2. Responsibilities:

 

  • The Department may review all student research involving human subjects when:
  • they are construed as “research”;
  • the research is excluded from the HBRA;
  • the students’ research is of minimal risk[2];
  • the research does not involve vulnerable populations[3] and/or deception[4] (see IRB-GUIDE-020 on use of deception in research);
  • the research involves the use of lucky draws in lieu of reimbursement for participation in the study, where the conduct of the lucky draws or research fulfill the criteria as stated in the NUS-IRB’s guidelines for lucky draws.
  • the research is not part of a faculty member’s research project already subject to review by NUS-IRB.
  • the research does not involve any testing of a medical device or health product as defined in the Health Products Act.
  • Student research that are supervised by individuals outside the faculty (including persons not affiliated to the University) may also be reviewed by the Department, unless they are subject to review by the NUS-IRB or by another IRB in compliance with the existing guidelines.
  • All research not covered in section 2.1 above will have to be reviewed by the NUS-IRB. The Department may also refer research studies to the NUS-IRB if they are uncomfortable with undertaking the review.
  • Research conducted by students that are not part of an undergraduate or graduate course of study must be reviewed by NUS-IRB.
  • For applications to the NUS-IRB, undergraduates will have to do so with their supervisors as the main applicants. Graduate students may apply as the “Principal Investigator” with their supervisors as the “Co-investigator”.

Please refer to the flowchart below that illustrates the above.

 

[1] Any systematic investigation with the intention of developing or contributing to generalizable knowledge.

[2] Risk is considered minimal where the probability and magnitude of harm or discomfort anticipated in the research are not greater, in and of themselves, than those ordinarily encountered in daily life or during the performance of routine physical or psychological examinations or tests.

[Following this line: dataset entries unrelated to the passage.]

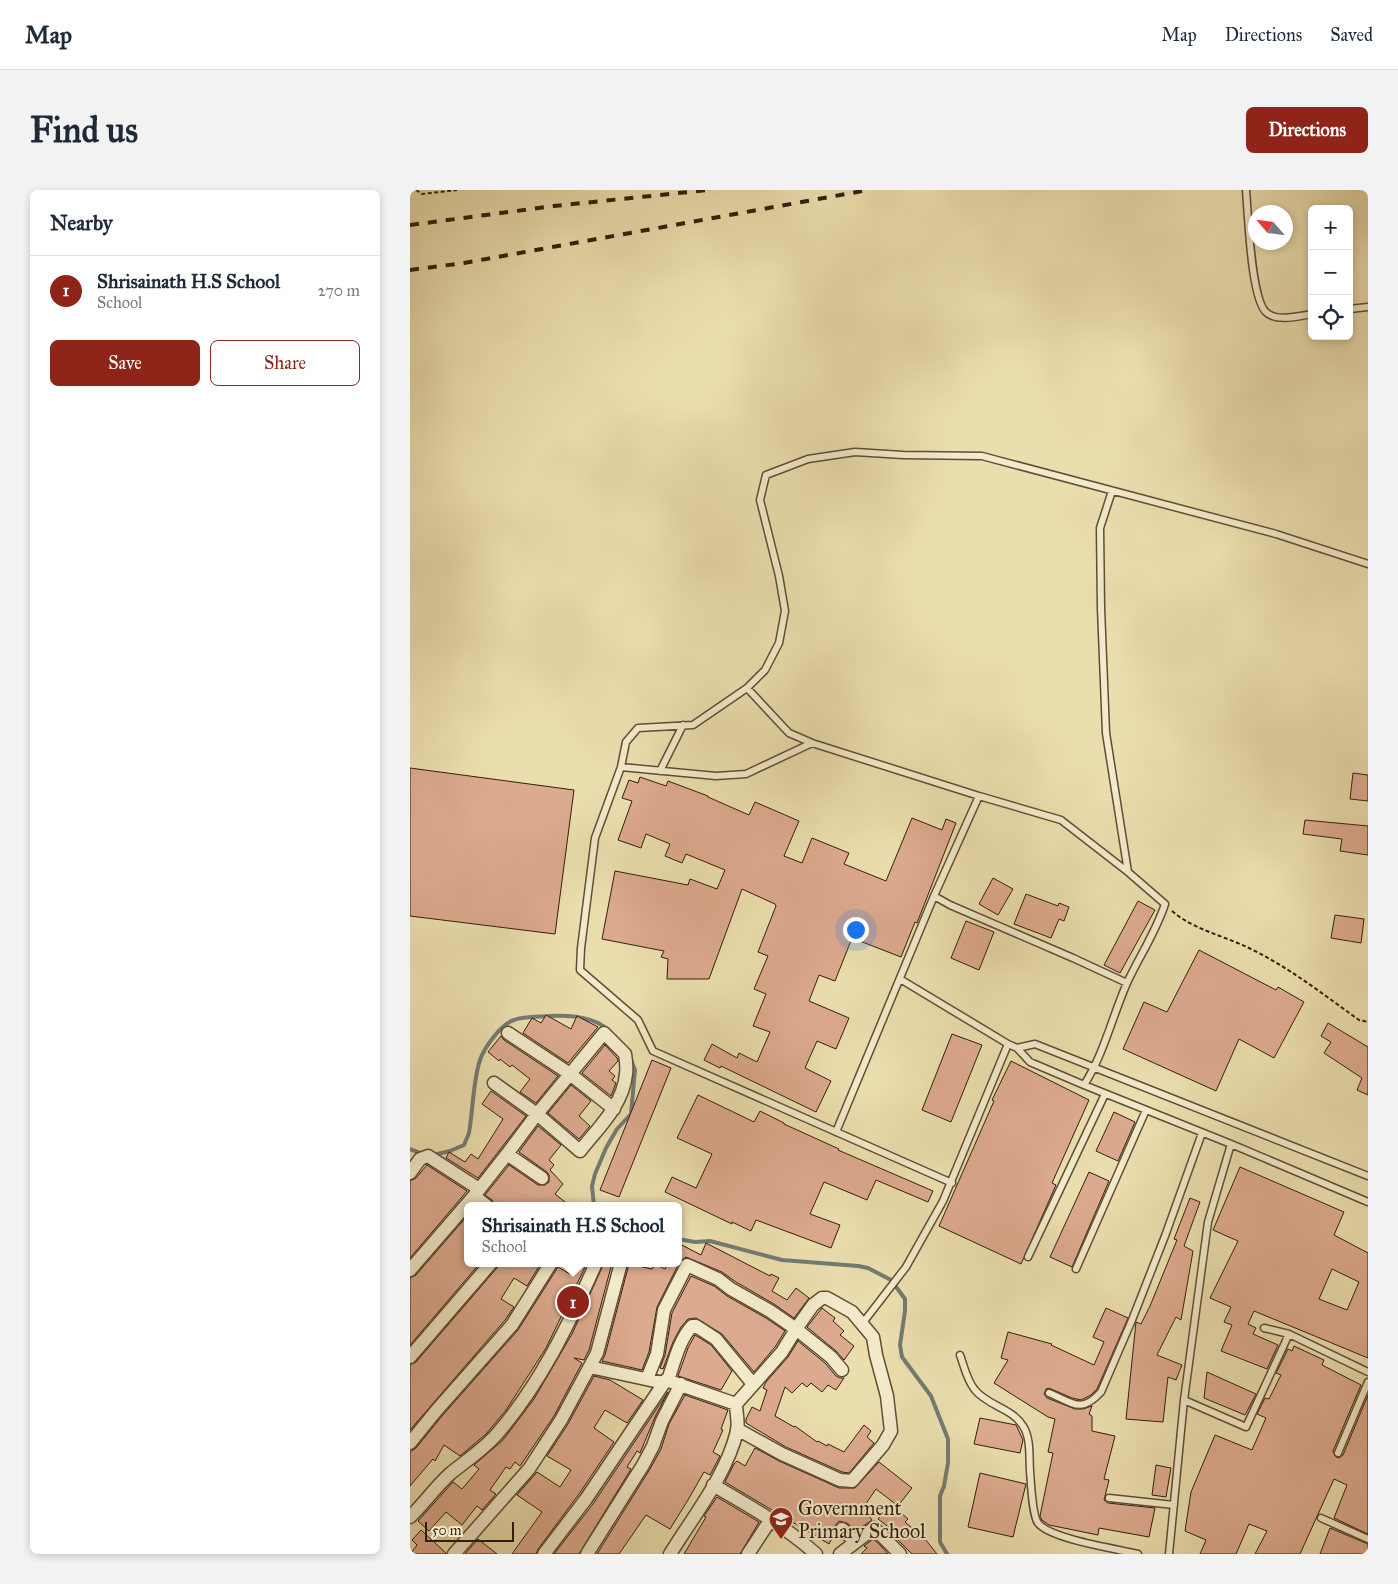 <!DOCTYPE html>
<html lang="en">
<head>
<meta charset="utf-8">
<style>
	body { margin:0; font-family:"IM FELL Great Primer",serif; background:#f2f2f3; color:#1f2937 }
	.controls { position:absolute; right:15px; top:15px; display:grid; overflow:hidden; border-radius:8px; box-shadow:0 2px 8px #0003 }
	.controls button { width:45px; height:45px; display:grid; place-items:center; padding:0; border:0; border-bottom:1px solid #e0e1e3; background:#fff; color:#1f2937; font:25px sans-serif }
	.compass { position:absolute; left:838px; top:15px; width:45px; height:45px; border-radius:50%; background:#fff; box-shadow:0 2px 8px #0003; rotate:298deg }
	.scale { position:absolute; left:15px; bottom:12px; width:89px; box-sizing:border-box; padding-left:5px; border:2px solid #331d0b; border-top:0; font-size:14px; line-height:18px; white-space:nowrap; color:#331d0b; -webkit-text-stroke:4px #f2eaca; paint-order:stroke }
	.you { position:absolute; left:445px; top:739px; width:18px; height:18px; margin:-12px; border:4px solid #fff; border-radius:50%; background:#1a73e8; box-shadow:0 0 0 8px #1a73e833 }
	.badge { display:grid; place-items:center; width:32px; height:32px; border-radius:50%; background:#8f2418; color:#fff; font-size:16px; font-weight:700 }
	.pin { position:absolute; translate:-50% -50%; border:2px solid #fff; box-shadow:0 1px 5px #0006 }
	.popup { position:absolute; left:54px; top:1012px; width:218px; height:65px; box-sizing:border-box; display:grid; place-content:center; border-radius:8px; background:#fff; filter:drop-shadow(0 1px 4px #0005); font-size:16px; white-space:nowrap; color:#747a83 }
	.popup b { font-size:19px; color:#1f2937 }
	.popup::after { content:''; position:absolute; left:50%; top:100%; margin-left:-10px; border:10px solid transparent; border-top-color:#fff }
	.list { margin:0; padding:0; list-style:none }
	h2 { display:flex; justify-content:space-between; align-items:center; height:65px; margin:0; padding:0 20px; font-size:21px }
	h2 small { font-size:16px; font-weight:400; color:#747a83 }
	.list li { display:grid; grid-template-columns:32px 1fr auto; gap:15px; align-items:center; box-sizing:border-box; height:70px; padding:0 20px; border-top:1px solid #e0e1e3 }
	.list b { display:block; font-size:19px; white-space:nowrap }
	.list p { margin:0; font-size:16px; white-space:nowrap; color:#747a83 }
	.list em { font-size:16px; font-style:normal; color:#747a83 }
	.actions { display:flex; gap:10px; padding:15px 20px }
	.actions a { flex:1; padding:11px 0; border:1px solid #8f2418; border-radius:8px; text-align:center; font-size:18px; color:#8f2418 }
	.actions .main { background:#8f2418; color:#fff }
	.icon { flex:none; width:28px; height:28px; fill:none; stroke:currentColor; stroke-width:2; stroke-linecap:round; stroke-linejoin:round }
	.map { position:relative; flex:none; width:958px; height:1364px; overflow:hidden; border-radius:8px }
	header { display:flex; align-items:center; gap:30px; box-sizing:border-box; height:70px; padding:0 25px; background:#fff; border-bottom:1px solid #e0e1e3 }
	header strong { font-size:24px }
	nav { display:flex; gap:28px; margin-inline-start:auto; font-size:18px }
	.intro { display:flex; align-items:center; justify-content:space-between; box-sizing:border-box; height:120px; padding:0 30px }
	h1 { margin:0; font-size:35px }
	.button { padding:12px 22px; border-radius:8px; background:#8f2418; color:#fff; font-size:18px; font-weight:700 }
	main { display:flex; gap:30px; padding:0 30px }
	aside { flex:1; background:#fff; border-radius:8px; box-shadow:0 2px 8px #0003 }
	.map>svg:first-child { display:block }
</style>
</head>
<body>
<header>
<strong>Map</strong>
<nav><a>Map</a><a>Directions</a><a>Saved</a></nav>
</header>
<div class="intro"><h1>Find us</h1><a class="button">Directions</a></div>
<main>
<aside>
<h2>Nearby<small></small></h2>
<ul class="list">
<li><span class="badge">1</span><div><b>Shrisainath H.S School</b><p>School</p></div><em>270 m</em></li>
</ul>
<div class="actions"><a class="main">Save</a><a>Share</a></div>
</aside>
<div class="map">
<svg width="958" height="1364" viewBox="0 0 958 1364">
	<rect width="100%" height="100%" fill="#ebdeae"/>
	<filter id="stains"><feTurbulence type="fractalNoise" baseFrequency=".004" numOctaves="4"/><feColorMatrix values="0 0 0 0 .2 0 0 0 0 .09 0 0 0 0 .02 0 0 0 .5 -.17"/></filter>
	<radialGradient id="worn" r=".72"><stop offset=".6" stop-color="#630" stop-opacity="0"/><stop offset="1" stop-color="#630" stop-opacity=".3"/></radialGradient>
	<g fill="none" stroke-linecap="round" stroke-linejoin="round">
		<!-- stream -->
		<path stroke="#747b72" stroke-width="4" d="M0,959l13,5
			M23,965l17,-4 14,-6 5,-12c4,-23 4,-52 11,-73 4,-12 21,-36 34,-40 10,-4 24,-3 35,-4 19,-1 43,0 58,13
			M184,1016l-2,-20 3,-12 11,-26 11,-19 14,-15 4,-44 -4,-10
			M268,1049l17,3 15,-1 72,19 76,6 10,2 23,12 14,19v12l-5,34 2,12 29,39 17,43v24l-4,23 -4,10v46l7,12"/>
	</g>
	<!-- building -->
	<path fill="#dcaa8e" stroke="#331d0b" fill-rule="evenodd" d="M0,578l164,22 -19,144 -145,-18z
		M943,583l15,2v26l-18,-2z
		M230,587l26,9 2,-5 40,15v1l41,18 6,-13 44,19 -15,35 18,7 10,-25 37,15 -5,11 42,17 26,-63 30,12 4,-11 10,4 -39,100 -2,-1 -14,35 -49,-19 -17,43 -16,-6 -10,26 40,17 -13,31 -19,-8 -12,27 26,13 -15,31 -95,-46 -1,2 -16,-8 8,-16 25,14 2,-5 18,9 13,-30 -17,-6 13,-32 -12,-5 14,-33 -10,-4 18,-46 -1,-2 -33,-15 -33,90h-42l1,-20 -7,-2 3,-6 -62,-12 13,-68 73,14 2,-6 27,10 8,-19 -39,-16 -4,9 -17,-7 5,-12 -24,-10 -5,14 -23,-8 14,-39 -10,-3 7,-18 9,3z
		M895,630l63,6v29l-28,-4 2,-12 -39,-5z
		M583,688l20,11 -15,26 -19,-11z
		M616,704l32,12 1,-3 10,4 -5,14 -5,-2 -8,19 -37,-14z
		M728,711l17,9 -35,63 -16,-8z
		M925,725l29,4 -3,24 -30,-5z
		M556,731l28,11 -15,38 -28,-12z
		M789,760l77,40 2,-3 26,15 -30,56 -35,-19 -23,52 -93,-42 21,-47 23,10z
		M136,825l25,14 6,-13 21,11 -30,36 -45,-30 9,-15 9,5z
		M918,833l40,24v48l-11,-5 5,-12 -38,-25 7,-11 -10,-6z
		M542,844l30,11 -31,77 -29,-12z
		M91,846l3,4 54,36 -22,27 -16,-11 10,-13 -18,-14 -2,2 -10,-8 -1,2 -11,-9z
		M195,855l12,13 1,3 -9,10 6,5 -3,4 4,3 -5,13 -29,-23z
		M242,870l19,8 -52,129 -19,-7z
		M601,871l78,39 -37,83 4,2 -35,79 -82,-38 55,-125 -2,-1z
		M161,895l20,16 -12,15 11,10 -11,13 -31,-26z
		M81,901l35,25 -48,62 -32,-20 3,-6 16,10 6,-8 7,5 25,-40 -21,-15z
		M288,905l56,27 6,-11 24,12v1l55,25 -1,1 95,41 -5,11 -52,-22 -9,20 -43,-18 -14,32 30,11 -9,23 -75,-28 -5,11 -19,-9v2l-67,-32 7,-15 24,11 16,-34 -35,-16z
		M704,922l21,10 -17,39 -22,-10z
		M128,936l23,19 -12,15 5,5 -4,5 13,14 -8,10 15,12h-75l-3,-6 -7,-5 24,-30 29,20h7l4,-3v-7l-2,-3 -28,-20z
		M17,975l40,26 -57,67v-77l6,-3z
		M830,977l104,45 -10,23 34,18v105l-114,-47 -6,13 8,4 -3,6 25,11 -11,24 -46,-18 11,-26 -8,-3 7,-15 -21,-9 28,-57 -25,-11zM922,1079l27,13 -12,28 -28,-11z
		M679,982l20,9 -37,86 -22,-10z
		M780,1008l10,4 -16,44 9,5 -12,69 -5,-3 -19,38 25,10 -6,15 -8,-3 -5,45 -37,-3 10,-97 5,2 9,-18 27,-66 -3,-1z
		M58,1025v48h12l-70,82v-67l6,-3z
		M268,1053l23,12 5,-12 64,33 1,-2 8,4 -7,13 15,9 9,-12 13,10 -15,20 -20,-14 -38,-22 -14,-10 -36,-15 -6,4 -23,46 -8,45 -7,18 -40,-9 3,-6 24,-91 23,5 3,-5 10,5 3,-6h10z
		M89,1073h42l-14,23 -13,-8 -13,21 13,8 -9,13 -95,110v-65l6,-3 81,-94z
		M166,1073h11l-41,85 -40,62 -20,24 -26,22 -16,-11 -9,16 -2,-2 -23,27v-34l6,-4 26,-32 76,-86 40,-63 12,7z
		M194,1073h8l-23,87 -5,10 -10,-2 8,5 -28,53 -34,50 -5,-4 -5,7 -4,-2 -16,23 6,4 -14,16 -5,-4 -15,19 -16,-13 -17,19 -11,-10 35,-39 9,7 17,-20 -5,-4 29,-25 31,-41 38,-65z
		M281,1086l23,10 13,10 39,22 19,13 -10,16 -21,25 -32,-38 -26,-16 -8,1 -7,8 -8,15 -10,27 -3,-1 5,-13 7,-42z
		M412,1118l13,10 -2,3 11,10 -4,4 14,11 -10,14 -8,-9 -29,-24z
		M696,1118l22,10 -31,71 -6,6 -10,5 -9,-2 -23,-10 -3,1 -2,5 3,4 28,11h8l9,-3 -3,8 3,2v15l23,5 -11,43 5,1 -5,20 4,3 47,5 -6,29 -50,-9 -1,7 -49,-10 -7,-5 -2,-4 13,-63 -5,-1 7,-33 -7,-2 -54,-34 14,-23 -7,-2 7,-26 44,12 -1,1 43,20 10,-23 -11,-5z
		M285,1145l16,10 21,26 -11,19 -43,-14 10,-28z
		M388,1151l27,22 11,13 4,2h4l-8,12 -8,-5 -6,7 -11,-9 -4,4 -5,-4 -10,10 -7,-6 -10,29 19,11 1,-1 22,16 1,-1 9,5 1,-2 16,8 20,-27 7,6 -4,6 7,6 -25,30 -7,-1 -56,-25 -40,-24v-4l6,-12 8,4 7,-21 -4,-2 3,-6 22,-25z
		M884,1156l30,14 -2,5 39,20 -28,66 3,6 3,1 4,-3 25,-60v139l-34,-16 13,-33 -13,-6 -34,75h-45l12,-23 -18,-7 -13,30h-36l6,-14 -21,-9 6,-39 24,-57 37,15 14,-32 -9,-4 8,-16 4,1 12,-24 -5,-2 12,-24 4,2z
		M797,1182l49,22 -11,21 -41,-17z
		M184,1186l16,4 33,20 -16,23 -22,-13 -11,18 20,14 -35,52 -41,55 -2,5h-24l30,-42 -25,-17 20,-23 23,15 11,-17 -24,-14 21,-32z
		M258,1202l-13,25 -15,36 -3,-2 -10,16 4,2 -52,85h-25l39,-50z
		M275,1205l43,15 -7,19 2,1 -10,22 7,4 -10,19 -6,-3 -16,28 -18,29 -24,-14 -27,39h-22l53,-85 11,-20 8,-25z
		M570,1228l36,7 7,15 -3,13 -46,-9z
		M345,1258l24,13 60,27h16l24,-26 33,26 -14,18 -22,-17 -13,19 9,12 -16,11 -9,-8 -8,-2 -5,6 1,6 -6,11 -104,-62 9,-18 3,-3 8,5z
		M746,1275l15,3 -5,29 -14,-2z
		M570,1283l46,11 -13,53 -45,-10z
		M307,1307l42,25 -19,32h-56l22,-37 -2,-1z
		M480,1313l18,16 -3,3 20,17 12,15h-25l-16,-16 3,-3 -21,-16z
		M920,1338l38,16v10h-48z
		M11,1340l25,23v1h-36l7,-9 -5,-5z
		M68,1349l19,15h-32z
		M463,1349l7,6 8,9h-27l6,-6 -3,-2z"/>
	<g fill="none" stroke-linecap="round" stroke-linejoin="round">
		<defs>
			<path id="lane" d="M836,0c2,22 5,112 21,123 11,9 32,3 45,1
				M939,119l19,-2
				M702,301l-12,37 1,80 5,125 22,139
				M337,498l18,-18 14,-27 6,-32 -6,-35 -19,-76 6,-25 42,-16 47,-7 48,3 79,1 294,78 92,30
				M211,577l95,9 30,-2 66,-31
				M250,581l23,-46
				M524,706l16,9 123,53 54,25
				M490,789l108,65 9,4 13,14 54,23 147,59 137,58
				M607,858l18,-4 333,132
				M426,942l98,-236 45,-100
				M542,993l-299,-132 -15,-31 -58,-50 1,-22 14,-110 26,-71 5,-25 12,-14 55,-3 54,-37 42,45 23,10 167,53 82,24 67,52 37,32c-9,28 -26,53 -38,79 -15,34 -23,71 -43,102
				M618,1067l77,-163
				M666,1079l70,-159
				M452,1134l44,-57 37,-66 65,-157
				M854,1138l25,6 79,38
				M550,1165c4,11 7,26 15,35 13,16 37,18 48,36 8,12 6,31 7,45 1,11 2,44 8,52 12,16 79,26 100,31
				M639,1203c24,10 32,21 52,-1l31,-72 33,-84 37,-103
				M774,1210l62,27 43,-93
				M928,1263l30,-71
				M699,1308l65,7
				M911,1328l47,21
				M759,1364l15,-154 24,-178 23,-78"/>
			<path id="street" d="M98,843l62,41 44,35
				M84,893l43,31 43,37c19,-24 43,-46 46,-77 1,-7 0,-14 -1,-20l-21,-21 -67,81 -30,40
				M0,983l10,-14 8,-3 51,33
				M64,1006l33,-42 35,24
				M0,1080l64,-74 13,10
				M0,1167l81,-94
				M237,1189l10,-25 7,-44 23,-45 31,14 13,10 39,22 26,18 -14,23 -46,52 -70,-24 -2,3
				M258,1190c6,-17 11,-40 24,-54h4l20,13 37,45
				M327,1239l45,25 58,26 12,1 31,-36 8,-14 -4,-35 -11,-41 -3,-18 -21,-25 -25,-14h-5l-9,7 -17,24 35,28 11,13
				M0,1253l26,-32 76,-86 39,-62
				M303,1295c36,21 72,41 103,69
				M0,1327c14,-13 26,-31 41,-44 16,-13 33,-24 46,-39 44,-51 72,-110 99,-171
				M432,1339l14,13
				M44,1364l75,-85 32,-49 36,-67 24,-90
				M134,1364l42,-55 78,-116 -74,-16
				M177,1364l56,-89 10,-19 9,-25 19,-37
				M260,1364c23,-37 57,-80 67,-123 2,-8 -1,-19 -1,-27
				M338,1364l23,-35
				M430,1364l34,-26 26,26"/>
		</defs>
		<!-- lane casing -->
		<use href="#lane" stroke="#614d34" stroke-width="9"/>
		<!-- street casing -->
		<use href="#street" stroke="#614d34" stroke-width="15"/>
		<!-- path -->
		<path stroke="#331d0b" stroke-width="2" stroke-dasharray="4 2.5" stroke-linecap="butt" d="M6,0l6,4 35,-4
			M762,721c22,19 53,25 79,38 39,19 73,46 108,71l9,2"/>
		<!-- lane -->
		<use href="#lane" stroke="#f2eaca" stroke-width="6"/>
		<!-- street -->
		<use href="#street" stroke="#f2eaca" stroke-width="12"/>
		<!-- rail -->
		<path stroke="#331d0b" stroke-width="4" stroke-dasharray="9 9" stroke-linecap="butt" d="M0,35l144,-19 154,-16
			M0,80l54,-7 404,-73"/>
	</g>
	<!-- icons -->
	<defs>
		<symbol id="school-pin" viewBox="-11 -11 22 30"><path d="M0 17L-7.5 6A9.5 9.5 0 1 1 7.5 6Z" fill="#8f2418" stroke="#f2eaca"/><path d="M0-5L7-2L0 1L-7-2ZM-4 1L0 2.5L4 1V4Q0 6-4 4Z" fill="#fff"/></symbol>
	</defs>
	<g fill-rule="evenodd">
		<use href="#school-pin" x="357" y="1315" width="28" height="38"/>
	</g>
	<g text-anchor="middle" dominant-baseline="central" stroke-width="4" stroke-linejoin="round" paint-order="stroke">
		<!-- poi labels -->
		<g font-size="20" fill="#331d0b" stroke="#f2eaca" text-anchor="start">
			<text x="388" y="1318">Government<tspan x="388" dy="23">Primary School</tspan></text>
		</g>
	</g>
	<rect width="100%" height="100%" filter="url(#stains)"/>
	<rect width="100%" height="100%" fill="url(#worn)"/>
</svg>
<div class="controls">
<button>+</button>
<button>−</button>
<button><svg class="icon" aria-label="locate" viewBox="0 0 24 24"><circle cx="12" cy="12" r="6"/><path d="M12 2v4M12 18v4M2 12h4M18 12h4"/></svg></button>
</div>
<svg class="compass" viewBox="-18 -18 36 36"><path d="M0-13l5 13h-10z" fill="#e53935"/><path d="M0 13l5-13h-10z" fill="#747a83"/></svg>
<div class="scale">50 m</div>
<div class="you"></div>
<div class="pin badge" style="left:163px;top:1112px">1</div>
<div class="popup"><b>Shrisainath H.S School</b>School</div>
</div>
</main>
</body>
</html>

[3] Refers to subjects who may be unduly coerced or influenced to participate (e.g. children, prisoners, pregnant women, cognitively impaired persons, or educationally disadvantaged persons who require special consideration to protect their welfare.)

[4] Deception occurs when (i) a researcher deliberately gives subjects false information about some aspect of the research; or (ii) knowingly withholds information about the real purpose or nature of the research (i.e. incomplete disclosure or concealment).